Views and opinions from the top commentators in Indian media

“Truly, it is incomprehensible why India shut its embassy in Kabul. A great opportunity was at hand to plough a new Afghan policy independent of American tutelage. The only plausible explanation for such unseemly hurry to retrench could be that the government takes a zero-sum view that if Pakistan has a sense of triumphalism, then India must be the “loser”. But we were never really such one-dimensional people previously. We had a profound understanding of the Afghan nation’s ethos, traditions and culture and their enduring affection toward India.

Then Prime Minister Narasimha Rao didn’t have an iota of doubt that India shouldn’t lose time to launch a conversation with the Mujahideen groups (“Peshawar Seven”) notwithstanding their close association with Pakistan. Suffice to say, the Indian narrative is deeply flawed. We are riveted on archaic notions of “strategic depth” and regard the Taliban as a plaything of the Pakistani establishment.”

M K Bhadrakumar, The Indian Express

“As India closed its mission in Kabul and evacuated personnel, a strong sense that we have embarked on another cycle of repetitive events is inescapable. That we have faced a setback is obvious. Yet it is also useful to remind ourselves that the origin of this setback was not in an Indo-Afghan cycle but rather lay collectively in an internal Afghan dynamic, a Pakistan-Afghanistan dynamic and finally a larger international dynamic.

In brief there is little that India could have done to prevent the chain of events that saw the rapid dismantling of a two-decade-old architecture so favorable to us. But just as external events had catapulted us back into Afghanistan post 9/11, it is a similar external impulse that has now led to our exit.

TCA Raghavan, The Times of India

“The Taliban’s rout is likely to cause a significant shift in the geopolitics of South Asia, and it could be particularly testing for India, given the country’s historically tense relations and border disputes with Pakistan and China – both are expected to play a crucial role in Afghanistan’s future.

Pakistan shares a porous border with Afghanistan and has long been an active player in its northern neighbor’s affairs. Now China is showing an interest in playing a bigger role in Afghanistan. Foreign minister Wang Yi’s meeting with senior Taliban leaders last month shows Beijing doesn’t want to be a silent player anymore.

This potential geopolitical realignment could “change things upside down”, said Gautam Mukhopadhaya, India’s former ambassador to Afghanistan and Syria.

Afghanistan was a loose alliance between the democratic government in Kabul, the West and other democracies like India. But the world is likely to see Pakistan, Russia, Iran and China coming together to play the next chapter of the Great Game.

Vikas Pandey, BBC News

“(Imran) Khan’s bid to project the Taliban as a personification of Afghan nationalism is understandable, and this is also how China would like it to be. What will be tested in the coming months is the extent to which groups in close ideological proximity to the Taliban factions visualize the future direction of Islamic reorientation. More important, will the Taliban 2.0 overcome their earlier urge to be a global nursery for jihadis all over the world?

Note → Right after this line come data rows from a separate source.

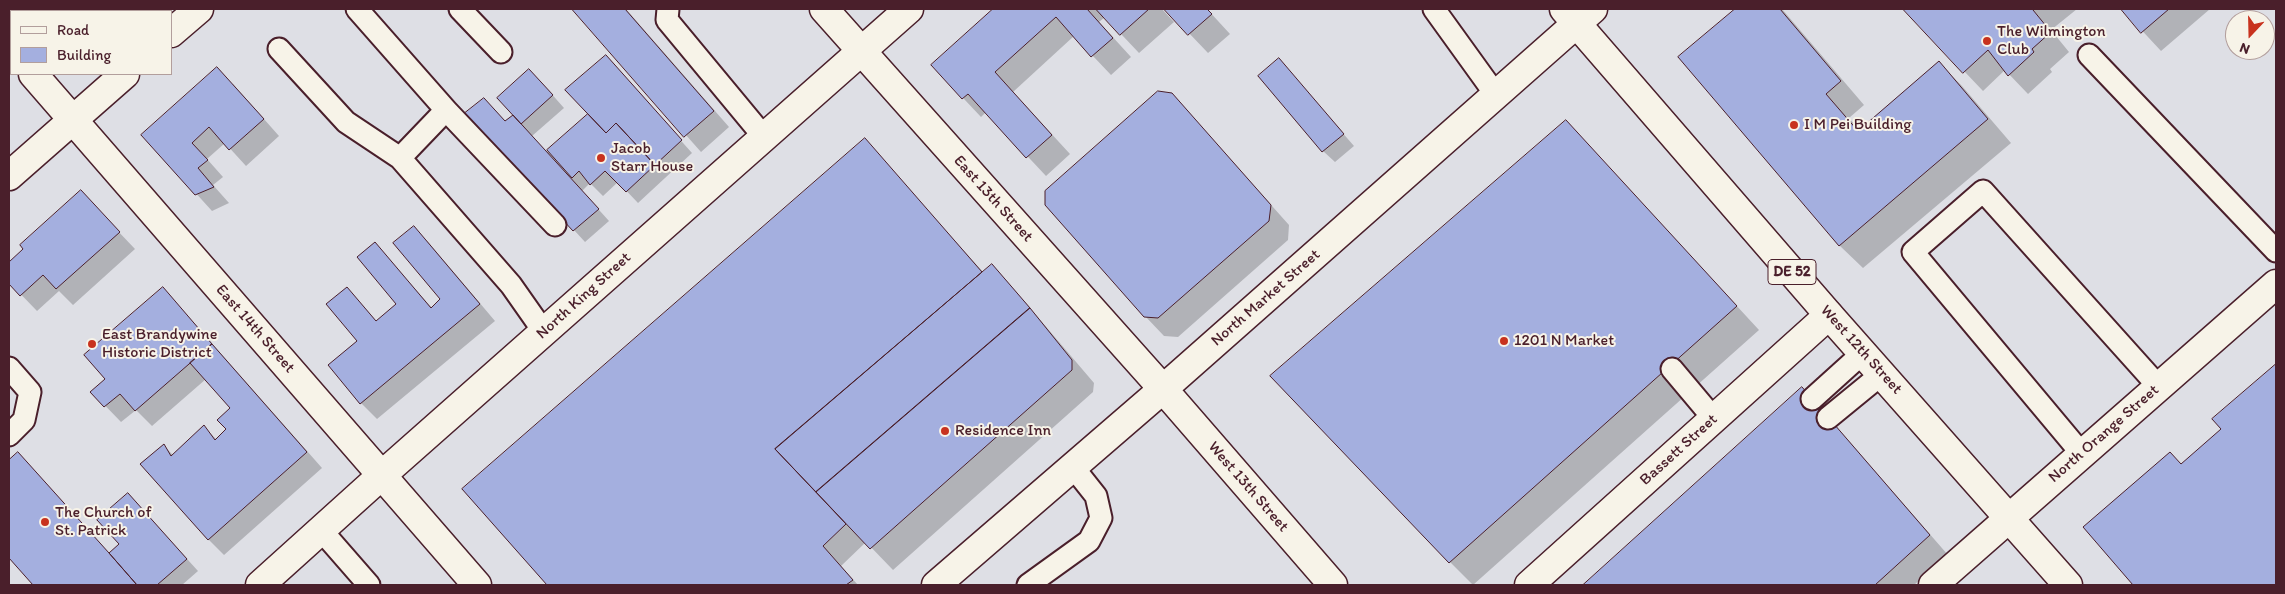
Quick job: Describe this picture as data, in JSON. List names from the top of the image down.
{
  "streets": {
    "street": [
      "East 13th Street",
      "DE 52",
      "North King Street",
      "North Market Street",
      "East 14th Street",
      "West 12th Street",
      "North Orange Street",
      "Bassett Street",
      "West 13th Street"
    ]
  },
  "crossings": [
    ["East 13th Street", "North King Street"],
    ["East 13th Street", "North Market Street"],
    ["East 13th Street", "West 13th Street"],
    ["North King Street", "East 14th Street"],
    ["North Market Street", "West 12th Street"],
    ["North Market Street", "West 13th Street"],
    ["West 12th Street", "North Orange Street"],
    ["West 12th Street", "Bassett Street"]
  ],
  "places": [
    "The Wilmington Club",
    "I M Pei Building",
    "Jacob Starr House",
    "1201 N Market",
    "East Brandywine Historic District",
    "Residence Inn",
    "The Church of St. Patrick"
  ],
  "legend": ["Road", "Building"],
  "north": "bottom"
}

This has a deep bearing on India’s national security since in the coming months there will be a concerted bid by sections of the Pakistani State apparatus to transform conflicts in the Kashmir Valley into an Islamist cause célèbre, on a par with Palestine. On its part, China is certain to use its new-found status as a Taliban-friendly world power to either encourage pressing the accelerator on Kashmir or demanding a price for applying the brakes.

For India, the Taliban victory in Afghanistan has brought new foreign policy and security challenges. At present, New Delhi’s old Northern Alliance friends are in disarray but they are certain to regroup and create enclaves of resistance to the Taliban. The choices are clear but difficult: unfriendly indifference or surreptitious encouragement of forces that will not be reconciled to a Taliban-controlled Afghanistan.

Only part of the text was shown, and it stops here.